*** Extracted material Section Begins ***
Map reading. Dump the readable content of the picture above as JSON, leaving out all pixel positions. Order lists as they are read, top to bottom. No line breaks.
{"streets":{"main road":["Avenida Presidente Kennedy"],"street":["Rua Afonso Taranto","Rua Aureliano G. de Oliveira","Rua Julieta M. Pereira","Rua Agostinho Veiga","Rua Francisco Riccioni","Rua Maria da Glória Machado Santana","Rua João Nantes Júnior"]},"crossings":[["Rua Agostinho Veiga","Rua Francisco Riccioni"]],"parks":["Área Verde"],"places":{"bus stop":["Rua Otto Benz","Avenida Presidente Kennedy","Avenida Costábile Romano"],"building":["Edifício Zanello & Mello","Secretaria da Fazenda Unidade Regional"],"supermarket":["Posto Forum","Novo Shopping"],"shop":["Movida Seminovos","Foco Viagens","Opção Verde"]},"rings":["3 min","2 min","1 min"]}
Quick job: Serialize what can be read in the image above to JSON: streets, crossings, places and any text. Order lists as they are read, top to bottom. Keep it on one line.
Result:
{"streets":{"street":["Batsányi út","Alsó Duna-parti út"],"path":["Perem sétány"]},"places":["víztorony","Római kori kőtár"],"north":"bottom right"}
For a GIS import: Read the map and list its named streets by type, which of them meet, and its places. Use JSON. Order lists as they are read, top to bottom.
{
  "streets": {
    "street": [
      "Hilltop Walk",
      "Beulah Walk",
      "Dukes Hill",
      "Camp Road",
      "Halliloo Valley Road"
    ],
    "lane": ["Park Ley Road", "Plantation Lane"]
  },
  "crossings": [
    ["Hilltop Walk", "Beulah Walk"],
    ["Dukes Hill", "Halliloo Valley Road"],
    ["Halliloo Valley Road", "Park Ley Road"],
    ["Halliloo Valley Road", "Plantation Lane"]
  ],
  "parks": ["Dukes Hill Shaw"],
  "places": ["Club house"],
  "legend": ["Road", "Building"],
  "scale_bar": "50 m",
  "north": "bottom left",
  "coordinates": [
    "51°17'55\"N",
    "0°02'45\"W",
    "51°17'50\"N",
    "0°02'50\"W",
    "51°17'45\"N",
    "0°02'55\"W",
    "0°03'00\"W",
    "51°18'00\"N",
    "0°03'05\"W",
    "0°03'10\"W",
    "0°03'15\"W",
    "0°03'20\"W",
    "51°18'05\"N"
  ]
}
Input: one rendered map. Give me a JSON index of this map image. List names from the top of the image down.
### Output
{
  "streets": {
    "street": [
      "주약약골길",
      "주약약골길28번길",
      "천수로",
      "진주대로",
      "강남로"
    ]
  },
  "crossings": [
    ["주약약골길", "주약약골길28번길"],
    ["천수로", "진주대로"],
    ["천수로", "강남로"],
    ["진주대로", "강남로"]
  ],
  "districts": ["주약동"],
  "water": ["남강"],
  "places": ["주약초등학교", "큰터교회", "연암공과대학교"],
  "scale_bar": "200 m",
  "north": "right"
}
*** Extracted material Section Ends ***
_Your instructions_: Restate the material above exactly, leaving nothing out.

_Written answer_:
Map reading. Dump the readable content of the picture above as JSON, leaving out all pixel positions. Order lists as they are read, top to bottom. No line breaks.
{"streets":{"main road":["Avenida Presidente Kennedy"],"street":["Rua Afonso Taranto","Rua Aureliano G. de Oliveira","Rua Julieta M. Pereira","Rua Agostinho Veiga","Rua Francisco Riccioni","Rua Maria da Glória Machado Santana","Rua João Nantes Júnior"]},"crossings":[["Rua Agostinho Veiga","Rua Francisco Riccioni"]],"parks":["Área Verde"],"places":{"bus stop":["Rua Otto Benz","Avenida Presidente Kennedy","Avenida Costábile Romano"],"building":["Edifício Zanello & Mello","Secretaria da Fazenda Unidade Regional"],"supermarket":["Posto Forum","Novo Shopping"],"shop":["Movida Seminovos","Foco Viagens","Opção Verde"]},"rings":["3 min","2 min","1 min"]}
Quick job: Serialize what can be read in the image above to JSON: streets, crossings, places and any text. Order lists as they are read, top to bottom. Keep it on one line.
Result:
{"streets":{"street":["Batsányi út","Alsó Duna-parti út"],"path":["Perem sétány"]},"places":["víztorony","Római kori kőtár"],"north":"bottom right"}
For a GIS import: Read the map and list its named streets by type, which of them meet, and its places. Use JSON. Order lists as they are read, top to bottom.
{
  "streets": {
    "street": [
      "Hilltop Walk",
      "Beulah Walk",
      "Dukes Hill",
      "Camp Road",
      "Halliloo Valley Road"
    ],
    "lane": ["Park Ley Road", "Plantation Lane"]
  },
  "crossings": [
    ["Hilltop Walk", "Beulah Walk"],
    ["Dukes Hill", "Halliloo Valley Road"],
    ["Halliloo Valley Road", "Park Ley Road"],
    ["Halliloo Valley Road", "Plantation Lane"]
  ],
  "parks": ["Dukes Hill Shaw"],
  "places": ["Club house"],
  "legend": ["Road", "Building"],
  "scale_bar": "50 m",
  "north": "bottom left",
  "coordinates": [
    "51°17'55\"N",
    "0°02'45\"W",
    "51°17'50\"N",
    "0°02'50\"W",
    "51°17'45\"N",
    "0°02'55\"W",
    "0°03'00\"W",
    "51°18'00\"N",
    "0°03'05\"W",
    "0°03'10\"W",
    "0°03'15\"W",
    "0°03'20\"W",
    "51°18'05\"N"
  ]
}
Input: one rendered map. Give me a JSON index of this map image. List names from the top of the image down.
### Output
{
  "streets": {
    "street": [
      "주약약골길",
      "주약약골길28번길",
      "천수로",
      "진주대로",
      "강남로"
    ]
  },
  "crossings": [
    ["주약약골길", "주약약골길28번길"],
    ["천수로", "진주대로"],
    ["천수로", "강남로"],
    ["진주대로", "강남로"]
  ],
  "districts": ["주약동"],
  "water": ["남강"],
  "places": ["주약초등학교", "큰터교회", "연암공과대학교"],
  "scale_bar": "200 m",
  "north": "right"
}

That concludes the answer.